«Qu'il s'agisse d'engrais, de semences à gazon, de terreaux ou autres, la moitié des produits relatifs à l'horticulture que l'on retrouve dans les grandes surfaces ou les centres jardins sont des marques de Premier Tech», affirme le directeur Innovation, recherche et développement pour Premier Tech biotechnologie, M. Serge Gagné.
Pas moins de 1500 produits sont vendus sous des marques telles que CIL, Premier, Pro-Mix, Golfgreen et Wilson, Mike et Mike-Pro. «Les gens ont plus facilement accès à des produits répondant à leurs besoins. Ça a probablement contribué à la popularité de l'horticulture, qui demeure un secteur très peu affecté par les fluctuations économiques. Au contraire. Lorsque les gens ont moins d'argent, ils se tournent vers leur jardin», poursuit M. Gagné.
Croissance plus rapide
Et si ces jardins sont si fleuris, productifs et performants, la mycorhize a probablement quelque chose à y voir. Ce champignon se retrouve dans la nature, a la propriété de développer le système racinaire des plantes, leur permettant d'aller chercher encore plus d'éléments nutritifs dans le sol, d'où une croissance plus rapide. «Les plantes donnent aussi un meilleur rendement et sont plus tolérantes à différents stress, comme la sécheresse.»
Au tournant de l'an 2000, dans les installations du Centre de développement bioalimentaire du Québec à La Pocatière, les chercheurs de Premier Tech ont été les premiers à réussir à cultiver ce champignon en laboratoire selon une méthode permettant une récolte suffisante pour en assurer une commercialisation à grande échelle.
La réponse a été fulgurante, forçant un agrandissement des installations. Aujourd'hui, on y produit 500 000 litres d'inoculum de mycorhize concentré par année. «L'usine de La Pocatière est celle où il se fabrique la plus importante quantité de mycorhize dans le monde entier, grâce à une technologie unique et de l'équipement spécialisé qui permet la récolte d'inoculum de mycorhize pur», note fièrement M. Gagné. La majorité des équipements ont été développés par les chercheurs de Premier Tech ou adaptés aux besoins de l'entreprise.
«Nous avons développé un concept de réacteurs qui permet la production microbiologique de ce micro-organisme dans des conditions optimales.

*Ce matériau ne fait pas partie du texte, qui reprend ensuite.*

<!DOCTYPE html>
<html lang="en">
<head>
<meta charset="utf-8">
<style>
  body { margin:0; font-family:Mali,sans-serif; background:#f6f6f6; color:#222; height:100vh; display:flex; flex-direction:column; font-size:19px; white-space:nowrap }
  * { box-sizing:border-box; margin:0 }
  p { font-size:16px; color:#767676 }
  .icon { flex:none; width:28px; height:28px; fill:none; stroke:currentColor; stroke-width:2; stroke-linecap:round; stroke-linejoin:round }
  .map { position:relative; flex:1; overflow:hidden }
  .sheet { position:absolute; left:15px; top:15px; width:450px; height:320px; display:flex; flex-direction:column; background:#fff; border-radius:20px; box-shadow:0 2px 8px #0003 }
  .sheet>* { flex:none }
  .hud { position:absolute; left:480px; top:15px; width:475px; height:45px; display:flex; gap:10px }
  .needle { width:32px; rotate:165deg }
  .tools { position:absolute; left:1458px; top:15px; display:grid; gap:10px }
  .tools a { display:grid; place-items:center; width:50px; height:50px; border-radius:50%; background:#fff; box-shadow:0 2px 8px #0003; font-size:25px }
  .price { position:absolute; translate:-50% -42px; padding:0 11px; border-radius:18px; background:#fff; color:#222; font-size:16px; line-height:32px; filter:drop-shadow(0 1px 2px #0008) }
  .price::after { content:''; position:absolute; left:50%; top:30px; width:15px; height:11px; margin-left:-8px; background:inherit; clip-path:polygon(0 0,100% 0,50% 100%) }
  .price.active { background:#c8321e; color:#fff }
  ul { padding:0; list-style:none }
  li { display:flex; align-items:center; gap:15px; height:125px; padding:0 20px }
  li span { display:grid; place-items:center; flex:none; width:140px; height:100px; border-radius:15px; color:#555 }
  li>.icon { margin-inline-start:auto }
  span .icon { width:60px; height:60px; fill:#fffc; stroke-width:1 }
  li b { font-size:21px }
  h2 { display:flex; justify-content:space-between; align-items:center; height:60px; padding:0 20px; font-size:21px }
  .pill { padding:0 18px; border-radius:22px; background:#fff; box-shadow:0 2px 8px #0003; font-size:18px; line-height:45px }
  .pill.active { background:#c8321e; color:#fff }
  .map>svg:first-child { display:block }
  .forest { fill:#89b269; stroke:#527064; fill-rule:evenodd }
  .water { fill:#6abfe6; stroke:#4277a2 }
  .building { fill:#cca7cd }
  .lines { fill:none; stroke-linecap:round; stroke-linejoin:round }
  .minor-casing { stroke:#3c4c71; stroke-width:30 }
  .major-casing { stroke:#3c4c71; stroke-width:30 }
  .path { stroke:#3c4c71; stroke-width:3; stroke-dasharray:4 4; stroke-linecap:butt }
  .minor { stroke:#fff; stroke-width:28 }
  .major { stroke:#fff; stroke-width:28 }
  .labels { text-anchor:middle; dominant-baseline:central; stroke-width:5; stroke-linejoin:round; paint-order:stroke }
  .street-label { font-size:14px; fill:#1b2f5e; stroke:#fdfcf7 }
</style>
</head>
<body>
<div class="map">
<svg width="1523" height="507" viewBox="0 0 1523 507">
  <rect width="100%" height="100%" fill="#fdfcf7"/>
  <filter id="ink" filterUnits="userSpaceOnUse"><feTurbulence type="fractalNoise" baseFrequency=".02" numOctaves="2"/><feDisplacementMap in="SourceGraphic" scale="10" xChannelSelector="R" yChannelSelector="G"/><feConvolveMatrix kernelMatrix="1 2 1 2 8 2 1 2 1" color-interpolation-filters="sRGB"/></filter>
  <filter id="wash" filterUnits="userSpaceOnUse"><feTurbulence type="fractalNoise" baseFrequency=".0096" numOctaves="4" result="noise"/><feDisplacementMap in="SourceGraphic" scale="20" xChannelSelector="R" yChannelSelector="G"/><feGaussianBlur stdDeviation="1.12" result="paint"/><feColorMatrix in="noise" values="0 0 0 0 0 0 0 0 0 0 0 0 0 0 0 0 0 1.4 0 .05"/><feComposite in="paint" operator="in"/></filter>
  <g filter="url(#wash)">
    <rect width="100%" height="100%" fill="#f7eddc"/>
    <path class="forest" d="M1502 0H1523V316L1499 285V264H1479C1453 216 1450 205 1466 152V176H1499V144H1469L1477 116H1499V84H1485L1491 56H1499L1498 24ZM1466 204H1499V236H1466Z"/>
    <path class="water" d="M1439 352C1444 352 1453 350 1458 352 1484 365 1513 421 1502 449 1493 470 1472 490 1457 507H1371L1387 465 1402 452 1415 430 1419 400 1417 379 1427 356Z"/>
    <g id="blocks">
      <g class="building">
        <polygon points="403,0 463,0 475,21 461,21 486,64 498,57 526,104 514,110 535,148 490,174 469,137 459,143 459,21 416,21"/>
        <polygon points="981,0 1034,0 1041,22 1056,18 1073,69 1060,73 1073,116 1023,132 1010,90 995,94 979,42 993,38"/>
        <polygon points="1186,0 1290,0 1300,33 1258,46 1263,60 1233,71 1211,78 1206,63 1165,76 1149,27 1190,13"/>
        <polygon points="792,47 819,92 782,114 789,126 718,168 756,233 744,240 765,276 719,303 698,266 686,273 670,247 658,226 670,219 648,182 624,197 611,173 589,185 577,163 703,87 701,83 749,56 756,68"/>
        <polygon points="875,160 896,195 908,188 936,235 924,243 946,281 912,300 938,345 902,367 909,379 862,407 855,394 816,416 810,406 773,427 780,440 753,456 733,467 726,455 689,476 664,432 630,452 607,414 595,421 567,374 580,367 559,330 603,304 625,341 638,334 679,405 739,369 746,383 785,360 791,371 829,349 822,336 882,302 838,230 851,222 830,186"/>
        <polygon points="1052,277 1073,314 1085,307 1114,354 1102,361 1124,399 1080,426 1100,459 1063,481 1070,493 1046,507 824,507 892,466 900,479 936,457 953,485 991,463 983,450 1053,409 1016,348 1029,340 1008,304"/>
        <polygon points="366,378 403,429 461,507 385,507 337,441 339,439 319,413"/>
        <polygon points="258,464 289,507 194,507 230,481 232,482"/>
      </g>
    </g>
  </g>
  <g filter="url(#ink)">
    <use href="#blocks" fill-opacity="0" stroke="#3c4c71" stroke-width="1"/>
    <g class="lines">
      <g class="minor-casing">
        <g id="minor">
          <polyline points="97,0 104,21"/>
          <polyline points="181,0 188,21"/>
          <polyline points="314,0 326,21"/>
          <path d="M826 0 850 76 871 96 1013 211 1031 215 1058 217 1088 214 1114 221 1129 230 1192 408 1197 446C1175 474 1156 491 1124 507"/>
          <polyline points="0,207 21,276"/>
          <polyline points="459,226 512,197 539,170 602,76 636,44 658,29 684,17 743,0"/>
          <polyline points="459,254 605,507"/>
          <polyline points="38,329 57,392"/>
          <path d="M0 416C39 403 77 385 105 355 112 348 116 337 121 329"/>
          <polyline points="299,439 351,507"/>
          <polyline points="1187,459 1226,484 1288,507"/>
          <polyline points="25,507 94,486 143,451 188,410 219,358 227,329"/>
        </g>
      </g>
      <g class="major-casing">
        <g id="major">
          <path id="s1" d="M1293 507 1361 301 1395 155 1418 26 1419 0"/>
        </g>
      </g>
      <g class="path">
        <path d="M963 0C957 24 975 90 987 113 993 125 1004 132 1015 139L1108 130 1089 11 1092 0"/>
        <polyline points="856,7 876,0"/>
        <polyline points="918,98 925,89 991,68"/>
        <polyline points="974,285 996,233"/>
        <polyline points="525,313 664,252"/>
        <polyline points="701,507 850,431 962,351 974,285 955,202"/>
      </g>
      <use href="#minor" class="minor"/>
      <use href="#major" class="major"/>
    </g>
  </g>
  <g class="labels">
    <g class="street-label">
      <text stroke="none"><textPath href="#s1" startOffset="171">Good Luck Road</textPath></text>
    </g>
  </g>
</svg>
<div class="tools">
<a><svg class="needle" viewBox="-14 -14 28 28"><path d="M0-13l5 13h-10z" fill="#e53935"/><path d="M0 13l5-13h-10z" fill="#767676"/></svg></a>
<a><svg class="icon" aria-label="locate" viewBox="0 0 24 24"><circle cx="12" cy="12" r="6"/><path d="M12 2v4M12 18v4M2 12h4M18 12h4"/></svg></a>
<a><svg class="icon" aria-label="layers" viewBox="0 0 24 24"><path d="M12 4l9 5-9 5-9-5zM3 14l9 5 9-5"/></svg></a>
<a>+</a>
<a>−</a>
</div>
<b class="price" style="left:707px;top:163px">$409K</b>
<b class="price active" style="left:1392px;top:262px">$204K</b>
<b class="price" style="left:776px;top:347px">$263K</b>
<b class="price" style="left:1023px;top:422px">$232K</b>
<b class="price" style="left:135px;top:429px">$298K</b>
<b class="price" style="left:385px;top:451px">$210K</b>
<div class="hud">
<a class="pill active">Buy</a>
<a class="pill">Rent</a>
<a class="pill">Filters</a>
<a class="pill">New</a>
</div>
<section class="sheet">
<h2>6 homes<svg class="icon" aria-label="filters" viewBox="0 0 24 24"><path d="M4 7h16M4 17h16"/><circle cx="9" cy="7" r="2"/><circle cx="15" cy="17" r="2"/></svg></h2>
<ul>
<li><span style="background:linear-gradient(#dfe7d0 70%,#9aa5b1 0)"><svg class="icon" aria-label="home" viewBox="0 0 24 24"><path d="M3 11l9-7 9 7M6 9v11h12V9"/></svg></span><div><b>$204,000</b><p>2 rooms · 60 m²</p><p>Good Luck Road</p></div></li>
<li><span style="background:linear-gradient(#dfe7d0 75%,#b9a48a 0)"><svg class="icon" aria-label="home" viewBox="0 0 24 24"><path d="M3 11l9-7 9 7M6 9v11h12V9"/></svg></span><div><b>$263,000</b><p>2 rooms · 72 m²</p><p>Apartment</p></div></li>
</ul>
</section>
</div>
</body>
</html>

Nous reproduisons l'inoculum dans des milieux de culture adaptés. Tout le processus jusqu'à la récolte se fait dans un environnement aseptisé et contrôlé.»
Performance
La concentration de produit pur que le procédé permet de récolter est impressionnante. «Une production de mycorhize selon des méthodes conventionnelles permet d'obtenir une proportion de 40 spores par gramme de solide. Avec notre système de réacteur, on parle de 40 000 à 100 000 spores par gramme de solide.» Plus grande est la concentration, meilleures sont les performances.
Les produits qui en découlent, offerts sous forme de poudre, de granules ou liquides, sont distribués à travers le monde. Ajoutés aux substrats locaux, ceux-ci s'adaptent et ont les mêmes effets multiplicateurs sur les différentes cultures étrangères.

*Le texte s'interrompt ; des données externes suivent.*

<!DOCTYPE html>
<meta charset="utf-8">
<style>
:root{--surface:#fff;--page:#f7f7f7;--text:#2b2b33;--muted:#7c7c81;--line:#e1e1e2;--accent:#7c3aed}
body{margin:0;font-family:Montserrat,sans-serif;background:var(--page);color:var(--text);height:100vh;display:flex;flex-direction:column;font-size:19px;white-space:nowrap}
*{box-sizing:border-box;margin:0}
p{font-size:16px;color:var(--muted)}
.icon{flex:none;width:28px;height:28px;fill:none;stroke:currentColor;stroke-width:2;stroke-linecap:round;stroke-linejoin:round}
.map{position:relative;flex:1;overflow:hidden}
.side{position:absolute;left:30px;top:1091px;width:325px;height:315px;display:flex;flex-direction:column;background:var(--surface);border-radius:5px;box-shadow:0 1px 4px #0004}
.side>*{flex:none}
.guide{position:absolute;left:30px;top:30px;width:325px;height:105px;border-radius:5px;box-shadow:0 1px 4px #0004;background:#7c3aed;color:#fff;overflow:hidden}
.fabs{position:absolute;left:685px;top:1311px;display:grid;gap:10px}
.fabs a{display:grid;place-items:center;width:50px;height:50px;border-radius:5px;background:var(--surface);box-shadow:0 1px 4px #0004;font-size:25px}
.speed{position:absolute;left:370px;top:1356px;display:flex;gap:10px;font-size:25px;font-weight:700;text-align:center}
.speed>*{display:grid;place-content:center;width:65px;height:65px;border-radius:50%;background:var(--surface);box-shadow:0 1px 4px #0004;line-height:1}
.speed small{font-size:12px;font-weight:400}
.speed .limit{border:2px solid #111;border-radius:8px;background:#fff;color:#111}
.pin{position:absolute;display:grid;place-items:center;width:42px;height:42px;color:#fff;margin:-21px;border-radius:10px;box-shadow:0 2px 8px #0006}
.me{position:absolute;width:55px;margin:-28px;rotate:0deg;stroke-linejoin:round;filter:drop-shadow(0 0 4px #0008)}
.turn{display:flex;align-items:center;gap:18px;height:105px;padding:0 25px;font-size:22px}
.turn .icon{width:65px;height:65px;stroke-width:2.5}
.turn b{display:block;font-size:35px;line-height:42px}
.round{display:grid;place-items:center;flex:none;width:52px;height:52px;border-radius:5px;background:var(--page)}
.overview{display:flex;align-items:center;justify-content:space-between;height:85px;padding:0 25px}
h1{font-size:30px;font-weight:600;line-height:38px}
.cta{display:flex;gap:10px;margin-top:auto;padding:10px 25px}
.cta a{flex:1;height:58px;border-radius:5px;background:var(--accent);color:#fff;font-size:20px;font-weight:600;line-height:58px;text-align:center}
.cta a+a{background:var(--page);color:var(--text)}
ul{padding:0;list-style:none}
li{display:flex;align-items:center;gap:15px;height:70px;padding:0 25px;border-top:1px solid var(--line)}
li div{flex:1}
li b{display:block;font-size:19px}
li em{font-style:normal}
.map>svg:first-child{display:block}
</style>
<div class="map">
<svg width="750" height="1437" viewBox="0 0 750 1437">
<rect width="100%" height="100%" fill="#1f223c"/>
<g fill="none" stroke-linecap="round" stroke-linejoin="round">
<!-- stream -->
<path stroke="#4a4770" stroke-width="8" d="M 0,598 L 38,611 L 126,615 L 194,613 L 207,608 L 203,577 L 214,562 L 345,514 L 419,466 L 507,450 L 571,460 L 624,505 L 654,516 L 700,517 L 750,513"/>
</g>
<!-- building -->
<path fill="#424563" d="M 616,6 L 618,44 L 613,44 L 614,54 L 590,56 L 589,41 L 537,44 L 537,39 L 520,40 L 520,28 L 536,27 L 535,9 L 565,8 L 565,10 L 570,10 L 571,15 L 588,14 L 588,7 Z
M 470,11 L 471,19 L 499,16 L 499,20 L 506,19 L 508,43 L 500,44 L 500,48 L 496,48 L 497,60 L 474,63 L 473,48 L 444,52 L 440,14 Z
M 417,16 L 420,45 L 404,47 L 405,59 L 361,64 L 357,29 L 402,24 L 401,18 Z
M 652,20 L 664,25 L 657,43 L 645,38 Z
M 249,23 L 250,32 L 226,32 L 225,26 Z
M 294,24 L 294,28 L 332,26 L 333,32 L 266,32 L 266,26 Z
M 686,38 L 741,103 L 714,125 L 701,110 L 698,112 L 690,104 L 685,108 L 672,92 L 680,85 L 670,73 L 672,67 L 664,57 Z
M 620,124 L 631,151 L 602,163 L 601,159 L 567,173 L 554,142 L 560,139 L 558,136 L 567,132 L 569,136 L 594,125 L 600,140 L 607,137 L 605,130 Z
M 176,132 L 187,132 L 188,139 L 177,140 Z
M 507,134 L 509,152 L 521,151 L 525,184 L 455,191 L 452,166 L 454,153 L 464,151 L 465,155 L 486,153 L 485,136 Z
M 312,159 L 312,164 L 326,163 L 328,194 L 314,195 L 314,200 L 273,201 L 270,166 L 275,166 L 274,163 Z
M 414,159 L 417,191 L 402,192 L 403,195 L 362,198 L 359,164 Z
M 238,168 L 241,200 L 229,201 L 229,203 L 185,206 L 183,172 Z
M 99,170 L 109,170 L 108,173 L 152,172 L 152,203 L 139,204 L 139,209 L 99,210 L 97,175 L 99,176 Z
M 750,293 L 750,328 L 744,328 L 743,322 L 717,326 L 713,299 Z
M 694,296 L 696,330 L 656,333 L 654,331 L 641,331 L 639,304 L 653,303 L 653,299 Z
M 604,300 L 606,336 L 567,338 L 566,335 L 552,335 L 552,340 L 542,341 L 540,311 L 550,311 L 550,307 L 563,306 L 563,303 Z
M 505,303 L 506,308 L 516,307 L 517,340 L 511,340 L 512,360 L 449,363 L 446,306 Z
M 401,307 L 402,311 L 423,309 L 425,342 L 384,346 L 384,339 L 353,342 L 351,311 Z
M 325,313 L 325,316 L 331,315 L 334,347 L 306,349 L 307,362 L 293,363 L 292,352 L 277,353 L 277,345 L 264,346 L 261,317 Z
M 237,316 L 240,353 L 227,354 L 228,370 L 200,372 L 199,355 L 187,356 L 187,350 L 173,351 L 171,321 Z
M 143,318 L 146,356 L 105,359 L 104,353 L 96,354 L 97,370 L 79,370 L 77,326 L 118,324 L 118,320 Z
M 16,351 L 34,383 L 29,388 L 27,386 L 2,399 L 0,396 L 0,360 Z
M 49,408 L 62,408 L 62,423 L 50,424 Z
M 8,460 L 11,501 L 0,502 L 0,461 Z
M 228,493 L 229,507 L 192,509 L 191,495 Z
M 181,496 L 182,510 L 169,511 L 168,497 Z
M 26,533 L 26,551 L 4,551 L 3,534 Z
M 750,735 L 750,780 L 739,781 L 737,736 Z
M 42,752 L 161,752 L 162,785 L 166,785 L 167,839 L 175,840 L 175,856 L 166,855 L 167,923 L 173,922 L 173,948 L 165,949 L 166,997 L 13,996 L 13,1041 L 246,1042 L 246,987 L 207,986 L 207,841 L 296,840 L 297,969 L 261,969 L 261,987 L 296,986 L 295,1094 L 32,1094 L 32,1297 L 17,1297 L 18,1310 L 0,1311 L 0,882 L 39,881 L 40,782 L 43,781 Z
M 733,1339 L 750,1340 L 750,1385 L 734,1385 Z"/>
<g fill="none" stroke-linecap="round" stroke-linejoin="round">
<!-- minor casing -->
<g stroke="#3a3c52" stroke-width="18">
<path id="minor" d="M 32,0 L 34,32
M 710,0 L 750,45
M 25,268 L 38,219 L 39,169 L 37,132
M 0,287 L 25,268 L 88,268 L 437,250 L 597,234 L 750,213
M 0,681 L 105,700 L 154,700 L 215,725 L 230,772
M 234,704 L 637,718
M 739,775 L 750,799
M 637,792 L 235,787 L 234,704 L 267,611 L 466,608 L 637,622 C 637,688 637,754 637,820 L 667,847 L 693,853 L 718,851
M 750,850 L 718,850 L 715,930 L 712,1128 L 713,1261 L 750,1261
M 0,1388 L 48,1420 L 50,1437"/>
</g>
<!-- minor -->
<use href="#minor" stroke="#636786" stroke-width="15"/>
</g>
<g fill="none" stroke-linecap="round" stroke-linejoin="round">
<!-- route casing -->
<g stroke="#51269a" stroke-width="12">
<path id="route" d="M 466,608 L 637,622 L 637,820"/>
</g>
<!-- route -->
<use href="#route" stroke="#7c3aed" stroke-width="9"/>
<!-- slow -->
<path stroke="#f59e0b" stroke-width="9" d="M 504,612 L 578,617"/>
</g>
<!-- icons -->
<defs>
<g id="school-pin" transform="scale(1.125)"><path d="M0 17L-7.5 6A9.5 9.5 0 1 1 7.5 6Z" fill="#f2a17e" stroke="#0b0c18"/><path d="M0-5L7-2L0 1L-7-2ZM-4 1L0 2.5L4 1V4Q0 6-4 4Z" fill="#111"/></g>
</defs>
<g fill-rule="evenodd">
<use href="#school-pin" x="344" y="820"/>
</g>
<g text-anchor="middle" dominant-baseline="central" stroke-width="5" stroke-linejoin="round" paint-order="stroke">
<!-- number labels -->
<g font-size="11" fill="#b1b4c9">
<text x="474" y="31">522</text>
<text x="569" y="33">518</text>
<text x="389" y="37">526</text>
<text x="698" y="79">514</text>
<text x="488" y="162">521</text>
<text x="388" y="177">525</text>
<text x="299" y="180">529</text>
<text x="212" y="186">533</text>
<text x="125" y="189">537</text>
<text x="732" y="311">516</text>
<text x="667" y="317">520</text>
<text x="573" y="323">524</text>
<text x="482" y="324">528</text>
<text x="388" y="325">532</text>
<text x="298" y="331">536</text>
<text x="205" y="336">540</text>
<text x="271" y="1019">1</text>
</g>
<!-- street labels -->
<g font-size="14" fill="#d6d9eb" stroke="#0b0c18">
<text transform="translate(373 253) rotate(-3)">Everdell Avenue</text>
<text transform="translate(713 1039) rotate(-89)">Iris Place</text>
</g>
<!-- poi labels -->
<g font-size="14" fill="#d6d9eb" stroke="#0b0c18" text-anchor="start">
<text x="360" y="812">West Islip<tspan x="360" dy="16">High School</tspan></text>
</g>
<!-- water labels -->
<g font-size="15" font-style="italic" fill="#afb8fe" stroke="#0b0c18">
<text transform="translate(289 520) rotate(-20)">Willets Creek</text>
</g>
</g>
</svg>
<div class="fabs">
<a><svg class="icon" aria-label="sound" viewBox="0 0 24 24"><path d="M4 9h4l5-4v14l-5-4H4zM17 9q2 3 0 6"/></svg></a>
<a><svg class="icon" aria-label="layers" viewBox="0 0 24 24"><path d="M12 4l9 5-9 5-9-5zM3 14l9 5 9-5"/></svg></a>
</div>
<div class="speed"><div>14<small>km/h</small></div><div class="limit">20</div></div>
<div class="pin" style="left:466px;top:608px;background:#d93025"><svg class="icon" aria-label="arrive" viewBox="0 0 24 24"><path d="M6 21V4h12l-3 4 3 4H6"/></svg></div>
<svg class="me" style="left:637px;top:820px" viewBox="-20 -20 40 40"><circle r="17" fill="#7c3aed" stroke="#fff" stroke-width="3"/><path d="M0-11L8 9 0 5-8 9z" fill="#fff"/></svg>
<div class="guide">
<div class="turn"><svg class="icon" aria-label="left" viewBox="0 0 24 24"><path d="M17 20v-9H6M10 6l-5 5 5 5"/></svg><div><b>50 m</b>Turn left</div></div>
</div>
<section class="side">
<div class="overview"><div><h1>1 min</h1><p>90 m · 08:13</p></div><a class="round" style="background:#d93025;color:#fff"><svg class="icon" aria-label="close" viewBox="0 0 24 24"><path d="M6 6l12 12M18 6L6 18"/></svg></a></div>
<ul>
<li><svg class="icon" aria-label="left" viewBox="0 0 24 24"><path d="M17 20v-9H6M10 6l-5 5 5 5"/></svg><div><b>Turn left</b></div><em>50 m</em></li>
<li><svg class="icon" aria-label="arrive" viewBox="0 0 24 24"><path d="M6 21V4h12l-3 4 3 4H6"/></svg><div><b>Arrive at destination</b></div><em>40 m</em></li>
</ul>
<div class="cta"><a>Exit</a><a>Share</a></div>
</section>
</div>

Les recherches se poursuivent pour améliorer les performances, réduire les coûts de production et développer d'autres marchés, toujours en fonction des besoins des utilisateurs. «La plate-forme grand consommateur nous a permis de développer le volet de l'agriculture à grande échelle, qui pourra aussi bénéficier des effets de la mycorhize», conclut Serge Gagné.